**PROBLEM TO SOLVE**
Give back every entry precisely as written, without any of the images.

**Stored data**
----------

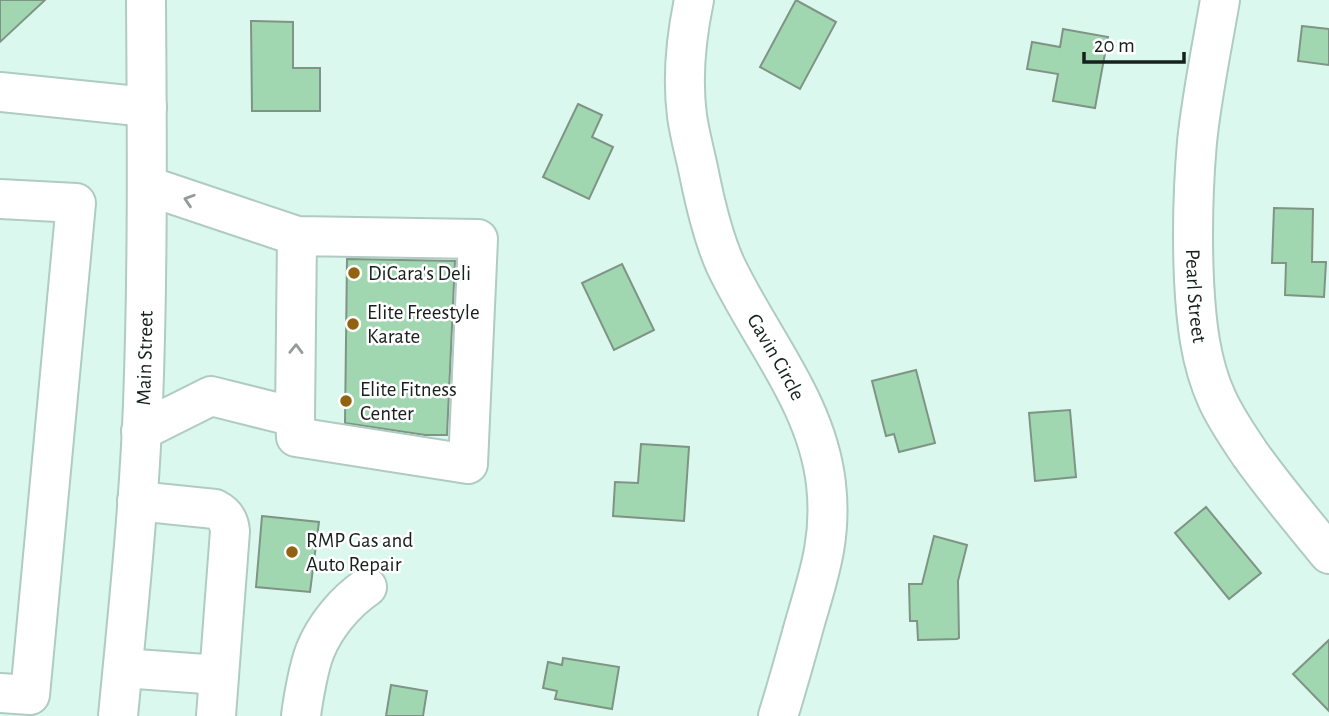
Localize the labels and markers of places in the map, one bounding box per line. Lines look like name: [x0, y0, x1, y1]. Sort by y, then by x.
place label: DiCara's Deli: [368, 263, 471, 284]
marker: DiCara's Deli: [346, 265, 362, 281]
place label: Elite Freestyle Karate: [367, 302, 480, 347]
marker: Elite Freestyle Karate: [345, 316, 361, 332]
place label: Elite Fitness Center: [360, 379, 457, 424]
marker: Elite Fitness Center: [338, 393, 354, 409]
place label: RMP Gas and Auto Repair: [306, 530, 413, 575]
marker: RMP Gas and Auto Repair: [284, 544, 300, 560]

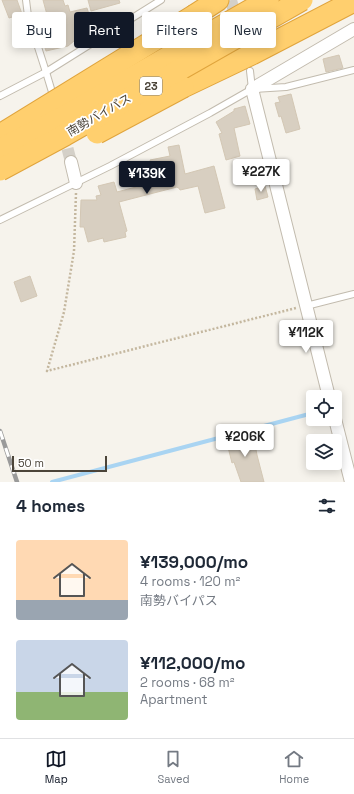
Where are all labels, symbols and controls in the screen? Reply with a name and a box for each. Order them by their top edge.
chip: Buy [12,12,66,48]
chip: Rent [74,12,134,48]
chip: Filters [142,12,212,48]
chip: New [220,12,276,48]
road number: 23 [140,77,162,95]
street label: 南勢バイパス [64,90,134,140]
pin: ¥227K [233,159,289,193]
pin: ¥139K [119,161,175,195]
text: ¥227K [242,163,280,180]
text: ¥139K [128,165,166,182]
pin: ¥112K [278,320,334,354]
text: ¥112K [288,324,324,341]
map controls [306,390,342,470]
button: locate [306,390,342,426]
pin: ¥206K [217,424,273,458]
text: ¥206K [225,428,265,445]
button: layers [306,434,342,470]
scale bar [12,454,107,473]
text: 50 m [18,456,44,470]
text: 4 homes [16,495,85,517]
icon: filters [316,495,338,517]
text: ¥139,000/mo [140,551,248,573]
icon: home [48,556,96,604]
text: 4 rooms · 120 m² [140,573,240,590]
text: 南勢バイパス [140,592,218,609]
text: ¥112,000/mo [140,652,245,674]
icon: home [48,656,96,704]
text: 2 rooms · 68 m² [140,674,234,691]
text: Apartment [140,691,208,708]
tab: Map [45,748,68,786]
tab: Saved [157,748,190,786]
tab: Home [279,748,309,786]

----------

**ANSWER SECTION**
Localize the labels and markers of places in the map, one bounding box per line. Lines look like name: [x0, y0, x1, y1]. Sort by y, then by x.
place label: DiCara's Deli: [368, 263, 471, 284]
marker: DiCara's Deli: [346, 265, 362, 281]
place label: Elite Freestyle Karate: [367, 302, 480, 347]
marker: Elite Freestyle Karate: [345, 316, 361, 332]
place label: Elite Fitness Center: [360, 379, 457, 424]
marker: Elite Fitness Center: [338, 393, 354, 409]
place label: RMP Gas and Auto Repair: [306, 530, 413, 575]
marker: RMP Gas and Auto Repair: [284, 544, 300, 560]

Where are all labels, symbols and controls in the screen? Reply with a name and a box for each. Order them by their top edge.
chip: Buy [12,12,66,48]
chip: Rent [74,12,134,48]
chip: Filters [142,12,212,48]
chip: New [220,12,276,48]
road number: 23 [140,77,162,95]
street label: 南勢バイパス [64,90,134,140]
pin: ¥227K [233,159,289,193]
pin: ¥139K [119,161,175,195]
text: ¥227K [242,163,280,180]
text: ¥139K [128,165,166,182]
pin: ¥112K [278,320,334,354]
text: ¥112K [288,324,324,341]
map controls [306,390,342,470]
button: locate [306,390,342,426]
pin: ¥206K [217,424,273,458]
text: ¥206K [225,428,265,445]
button: layers [306,434,342,470]
scale bar [12,454,107,473]
text: 50 m [18,456,44,470]
text: 4 homes [16,495,85,517]
icon: filters [316,495,338,517]
text: ¥139,000/mo [140,551,248,573]
icon: home [48,556,96,604]
text: 4 rooms · 120 m² [140,573,240,590]
text: 南勢バイパス [140,592,218,609]
text: ¥112,000/mo [140,652,245,674]
icon: home [48,656,96,704]
text: 2 rooms · 68 m² [140,674,234,691]
text: Apartment [140,691,208,708]
tab: Map [45,748,68,786]
tab: Saved [157,748,190,786]
tab: Home [279,748,309,786]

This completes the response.